Thoughts about my own, biological dad had been through my life passed through my memories, from not being there at all, to lying alone in a hospital room when I had mono and mum had to go to work, to soccer practices where my friends had had their parents cheering for them and to school graduations, to yet another birthday or Christmas where I never got a card or a gift from him.
Then to Mr. Larusso who had been there for me despite what I had done to him. And despite what he thought about my dad, he had been more of a dad through not even a year than Johnny Lawrence had been through my whole life.
"No… wrong…" I leaned close to Samantha so her parents wouldn't hear what I said. "I guess… No.

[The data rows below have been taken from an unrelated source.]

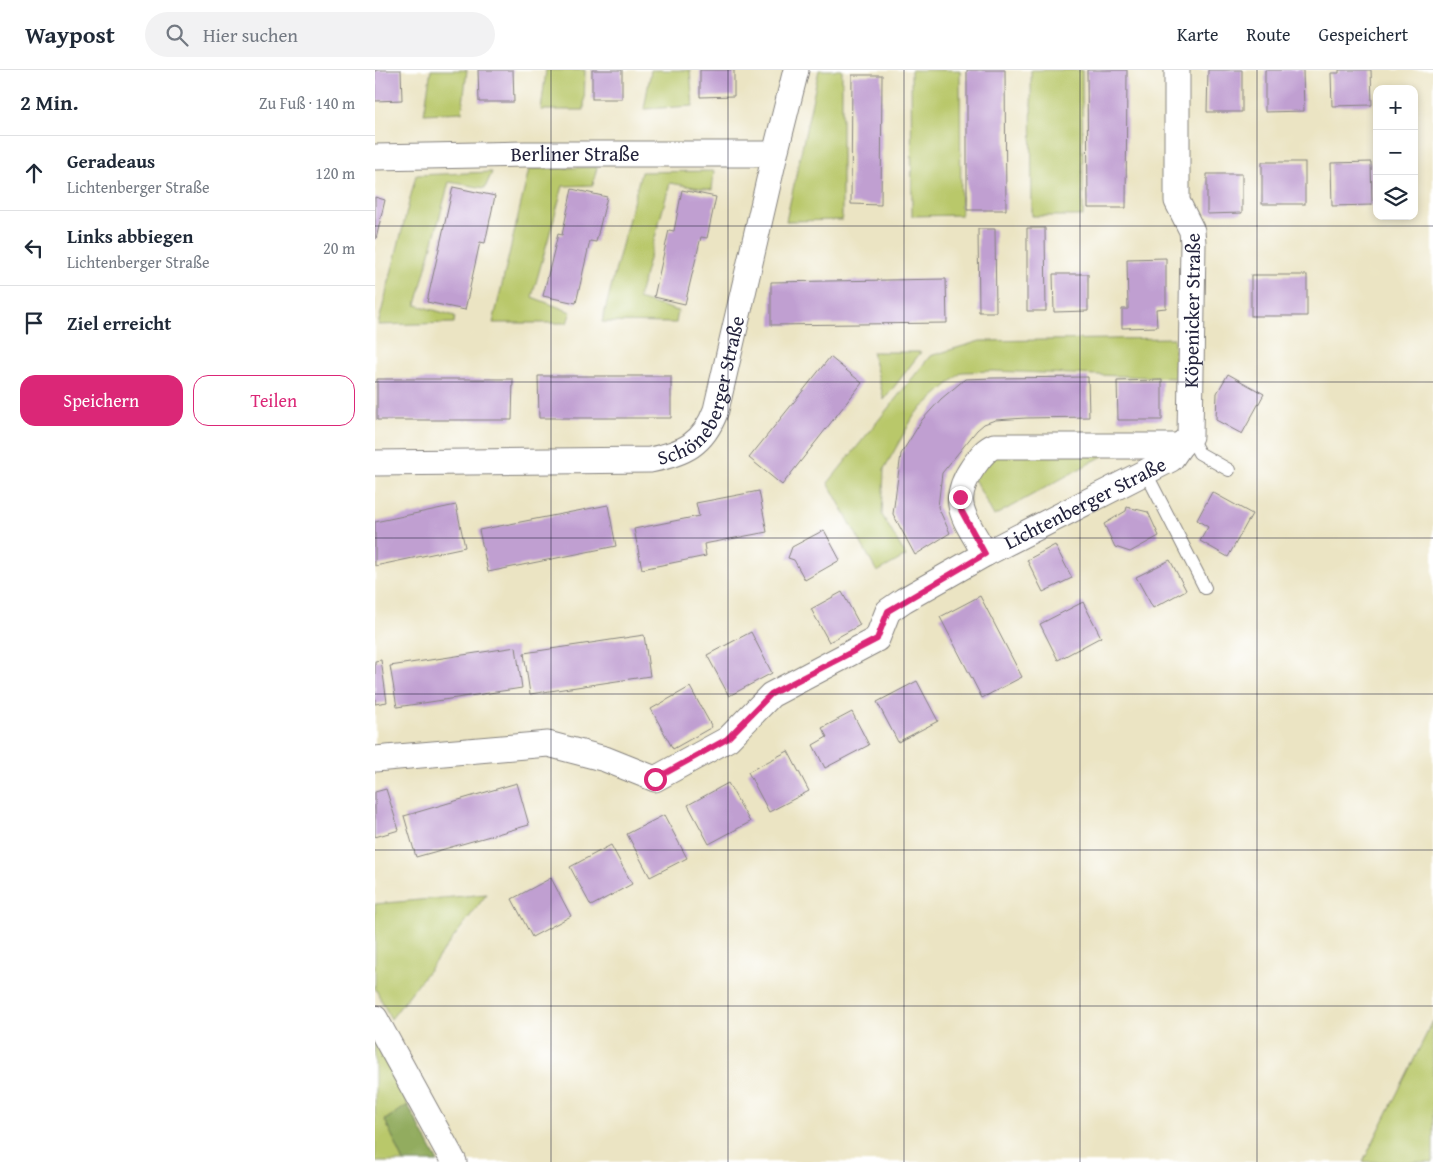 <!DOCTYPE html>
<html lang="de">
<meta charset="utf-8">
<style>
:root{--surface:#fff;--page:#f2f2f3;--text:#1f2937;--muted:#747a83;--line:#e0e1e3;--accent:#db2777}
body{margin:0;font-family:"Gentium Book Plus",serif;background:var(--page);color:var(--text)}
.controls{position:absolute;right:15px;top:15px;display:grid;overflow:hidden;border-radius:10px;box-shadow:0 2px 8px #0003}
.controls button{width:45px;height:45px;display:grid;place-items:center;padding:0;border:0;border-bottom:1px solid var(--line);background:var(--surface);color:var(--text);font:25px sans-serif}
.stop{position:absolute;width:15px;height:15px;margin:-11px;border:4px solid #db2777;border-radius:50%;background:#fff}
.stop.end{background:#db2777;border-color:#fff;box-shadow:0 1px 5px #0008}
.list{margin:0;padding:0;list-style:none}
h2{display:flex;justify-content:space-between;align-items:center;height:65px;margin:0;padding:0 20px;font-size:21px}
h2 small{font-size:16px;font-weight:400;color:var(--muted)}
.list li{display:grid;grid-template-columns:32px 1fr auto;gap:15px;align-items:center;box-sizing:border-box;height:75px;padding:0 20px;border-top:1px solid var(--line)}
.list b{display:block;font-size:19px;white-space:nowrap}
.list p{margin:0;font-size:16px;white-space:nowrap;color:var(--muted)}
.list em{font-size:16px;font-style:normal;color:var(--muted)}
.actions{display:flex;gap:10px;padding:15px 20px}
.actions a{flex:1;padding:11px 0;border:1px solid var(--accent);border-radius:15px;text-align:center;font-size:18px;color:var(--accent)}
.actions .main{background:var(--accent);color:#fff}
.icon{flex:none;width:28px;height:28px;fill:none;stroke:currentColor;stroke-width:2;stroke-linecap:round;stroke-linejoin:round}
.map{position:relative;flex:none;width:1058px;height:1092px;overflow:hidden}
header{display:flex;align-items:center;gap:30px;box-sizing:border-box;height:70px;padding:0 25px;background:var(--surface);border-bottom:1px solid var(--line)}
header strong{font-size:24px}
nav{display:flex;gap:28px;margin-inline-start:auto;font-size:18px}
.search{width:350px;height:45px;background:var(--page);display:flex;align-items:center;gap:12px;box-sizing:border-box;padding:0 18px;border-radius:28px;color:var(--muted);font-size:19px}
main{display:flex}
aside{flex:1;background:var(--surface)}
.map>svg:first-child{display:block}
.green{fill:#b9c86a;stroke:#6e7552}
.forest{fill:#92ac5e;stroke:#5a674c}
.building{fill:#c09fd1}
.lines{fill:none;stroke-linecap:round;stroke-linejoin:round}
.lane-casing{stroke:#86837f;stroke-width:14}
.street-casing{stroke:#86837f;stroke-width:27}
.lane{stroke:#fff;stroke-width:12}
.street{stroke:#fff;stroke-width:25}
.route{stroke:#db2777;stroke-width:6}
.grid{fill:none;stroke:#22223b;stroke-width:1;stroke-opacity:0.55}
.labels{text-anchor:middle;stroke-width:5;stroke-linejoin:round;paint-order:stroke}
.street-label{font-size:20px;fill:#22223b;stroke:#fff}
</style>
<header>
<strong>Waypost</strong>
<div class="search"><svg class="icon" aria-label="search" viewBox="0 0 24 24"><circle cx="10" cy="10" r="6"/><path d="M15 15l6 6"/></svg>Hier suchen</div>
<nav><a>Karte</a><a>Route</a><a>Gespeichert</a></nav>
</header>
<main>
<aside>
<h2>2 Min.<small>Zu Fuß · 140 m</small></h2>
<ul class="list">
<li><svg class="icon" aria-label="ahead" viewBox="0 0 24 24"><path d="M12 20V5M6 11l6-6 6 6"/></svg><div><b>Geradeaus</b><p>Lichtenberger Straße</p></div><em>120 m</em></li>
<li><svg class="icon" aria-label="left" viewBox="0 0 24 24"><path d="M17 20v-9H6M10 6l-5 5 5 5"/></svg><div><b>Links abbiegen</b><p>Lichtenberger Straße</p></div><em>20 m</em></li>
<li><svg class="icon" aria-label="arrive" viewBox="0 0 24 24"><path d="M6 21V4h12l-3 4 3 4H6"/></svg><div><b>Ziel erreicht</b></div></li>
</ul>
<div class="actions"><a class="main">Speichern</a><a>Teilen</a></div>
</aside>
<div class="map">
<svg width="1058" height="1092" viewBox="0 0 1058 1092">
<rect width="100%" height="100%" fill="#fff"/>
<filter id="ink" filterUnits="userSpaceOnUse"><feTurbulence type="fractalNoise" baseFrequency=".02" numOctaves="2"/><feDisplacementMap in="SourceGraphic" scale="10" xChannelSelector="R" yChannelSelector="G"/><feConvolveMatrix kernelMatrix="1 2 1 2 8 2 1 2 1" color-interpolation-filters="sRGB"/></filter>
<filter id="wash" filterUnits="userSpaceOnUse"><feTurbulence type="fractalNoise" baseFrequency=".0096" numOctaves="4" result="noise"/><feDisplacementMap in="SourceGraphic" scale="20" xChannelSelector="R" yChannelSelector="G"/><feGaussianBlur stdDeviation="1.12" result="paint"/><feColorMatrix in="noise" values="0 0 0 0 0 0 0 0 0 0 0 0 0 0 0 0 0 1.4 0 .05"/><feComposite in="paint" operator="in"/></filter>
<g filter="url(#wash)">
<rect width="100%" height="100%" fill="#ebe4c3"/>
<g class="green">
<polygon points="56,0 92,0 87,42 49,44"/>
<polygon points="171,0 210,0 209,40 166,40"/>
<polygon points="276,0 315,0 318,36 269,39"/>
<polygon points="444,0 467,0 467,150 411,151"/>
<polygon points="536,0 585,0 586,145 537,146"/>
<polygon points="656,0 707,0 708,146 657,146"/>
<polygon points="222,97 218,115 188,116 157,227 196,242 192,253 118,253 154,99"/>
<polygon points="339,101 337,120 295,113 263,229 303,241 301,253 227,252 266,102"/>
<polygon points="117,102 110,118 74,112 41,235 80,246 79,253 3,255 41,105"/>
<polygon points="799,268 800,308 618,301 587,302 540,344 509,399 507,445 531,486 502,502 453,413 555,286 605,271"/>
<polygon points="497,282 546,282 509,330"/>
<polygon points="617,382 735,382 619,446 598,407"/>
<polygon points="112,824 16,949 0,918 0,834"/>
<polygon points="1058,951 1058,1092 988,1092"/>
<polygon points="0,965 33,1035 10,1050 29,1092 0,1092"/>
</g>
<polygon class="forest" points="33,1035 63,1092 29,1092 10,1050"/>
<g id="blocks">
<g class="building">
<polygon points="0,0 26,0 27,30 0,31"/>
<polygon points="103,0 138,0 139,32 104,32"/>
<rect x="217" y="0" width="30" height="29"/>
<polygon points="325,0 359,0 359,26 325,27"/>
<polygon points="592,0 630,0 631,140 592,140"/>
<polygon points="712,0 752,0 751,138 713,138"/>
<polygon points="833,0 867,0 867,42 832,42"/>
<polygon points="890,0 928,0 929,41 890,42"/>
<polygon points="964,0 996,0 997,35 957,36 956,3 964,3"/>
<polygon points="477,5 507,5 506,135 476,134"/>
<rect x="887" y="92" width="43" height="42"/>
<polygon points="996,92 997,135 957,136 956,93"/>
<polygon points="832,104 867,104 867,143 832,144"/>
<polygon points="78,117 120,126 110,173 105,172 90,240 52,232"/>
<polygon points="197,119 232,127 221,172 215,171 201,233 168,226 183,164 187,165"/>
<polygon points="307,120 341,127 332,168 326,167 310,234 279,227 294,160 299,161"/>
<polygon points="0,127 10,130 1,169 0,169"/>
<polygon points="652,158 670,158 671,241 652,241"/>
<polygon points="603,159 620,159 621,242 604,242"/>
<polygon points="791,188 791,238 781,239 782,257 747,258 747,239 753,239 752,189"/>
<polygon points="678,204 713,204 713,241 679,242"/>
<rect x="876" y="205" width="56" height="41"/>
<polygon points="571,209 572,253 396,255 396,212"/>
<polygon points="455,287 487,313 407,415 374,388"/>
<polygon points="853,304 889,324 867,364 841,350 842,323"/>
<polygon points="163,306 296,306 296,348 164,348"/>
<polygon points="713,307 714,347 651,348 620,350 609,354 602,360 567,403 563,437 575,463 540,485 518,444 526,384 547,350 566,329 590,309 618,308"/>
<polygon points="2,309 138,309 137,350 2,350"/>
<polygon points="787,310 787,350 743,350 742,311"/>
<polygon points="384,421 392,462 329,474 331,486 267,499 259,459 324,446 321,433"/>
<polygon points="837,422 877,444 853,487 825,471 833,457 822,450"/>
<polygon points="81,435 90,477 0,496 0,452"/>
<polygon points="233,435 241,476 113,502 104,460"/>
<polygon points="752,437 773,442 784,466 755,482 740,477 729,454 751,441"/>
<polygon points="449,460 465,490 430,510 419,490 413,488 417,477"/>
<polygon points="680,475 697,508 668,522 652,490"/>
<polygon points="795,490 811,520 778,538 761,507"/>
<polygon points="467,522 485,555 454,572 436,539"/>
<polygon points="605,526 647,607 607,628 565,547"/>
<polygon points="708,532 726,567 683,590 665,554"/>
<polygon points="376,562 397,603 354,626 332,585"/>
<polygon points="269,565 275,606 155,624 149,583"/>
<polygon points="141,577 147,618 22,637 15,596"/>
<polygon points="6,590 12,632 0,634 0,591"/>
<polygon points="542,611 563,651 523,672 502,632"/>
<polygon points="315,617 337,657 298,679 276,639"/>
<polygon points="477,642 494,675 450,698 438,675 452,667 447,658"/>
<polygon points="413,681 434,721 394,742 373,702"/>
<polygon points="142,713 154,755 41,787 29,746"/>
<polygon points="353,713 375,752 334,774 313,735"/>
<polygon points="11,719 24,760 0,767 0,722"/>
<polygon points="289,745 312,788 275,807 252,764"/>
<polygon points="236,775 257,814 216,836 195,797"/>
<polygon points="176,808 196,846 157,867 137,829"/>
</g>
</g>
</g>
<g filter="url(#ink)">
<use href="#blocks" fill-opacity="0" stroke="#86837f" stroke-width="1"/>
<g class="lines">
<g class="lane-casing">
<g id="lane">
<polyline points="815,366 824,383 854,400"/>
<polyline points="771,403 830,518"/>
</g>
</g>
<g class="street-casing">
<g id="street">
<path id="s1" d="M0 87 150 84H400"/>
<path id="s2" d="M0 393 275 390C309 383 328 375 341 340L400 84 421 0"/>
<path d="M610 484C592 450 572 434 598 397 605 388 609 380 619 376H805"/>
<path id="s3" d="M0 689 173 674 230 689 280 709 353 669 396 625 502 569 513 541 529 530 610 484 796 389 805 376 815 366 818 173 817 161 802 131V0"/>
<polyline points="0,948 79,1092"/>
</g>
</g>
<use href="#lane" class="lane"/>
<use href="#street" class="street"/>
</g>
</g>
<g class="lines" filter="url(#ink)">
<polyline class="route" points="280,709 352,669 396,624 502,569 513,541 610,484 586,440 585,427"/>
</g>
<path class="grid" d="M176 0V1092M353 0V1092M529 0V1092M705 0V1092M882 0V1092M0 156H1058M0 312H1058M0 468H1058M0 624H1058M0 780H1058M0 936H1058"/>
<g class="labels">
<g class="street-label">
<text dy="7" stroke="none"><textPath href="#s1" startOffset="200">Berliner Straße</textPath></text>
<text dy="7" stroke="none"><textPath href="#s3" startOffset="1058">Köpenicker Straße</textPath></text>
<text dy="7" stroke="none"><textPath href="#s2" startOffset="371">Schöneberger Straße</textPath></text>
<text dy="7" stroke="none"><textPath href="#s3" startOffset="806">Lichtenberger Straße</textPath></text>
</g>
</g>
</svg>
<div class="controls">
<button>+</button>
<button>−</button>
<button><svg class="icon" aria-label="layers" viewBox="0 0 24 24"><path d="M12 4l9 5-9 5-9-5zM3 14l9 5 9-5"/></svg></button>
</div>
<div class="stop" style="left:280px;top:709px"></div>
<div class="stop end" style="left:585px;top:427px"></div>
</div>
</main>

I know that we are both lucky to have him." She looked to me when I sat down again, then looked back to her parents before she came closer and almost whispered to me.
"I guess… no. I know that I couldn't have said it better myself. And just so you know- you mean a great deal to him too."
Random fact
I have put that before that- send a text with "911" and I'll be there to pick you up before. My parents never used it neither did anyone else but I just think it is a nice idea.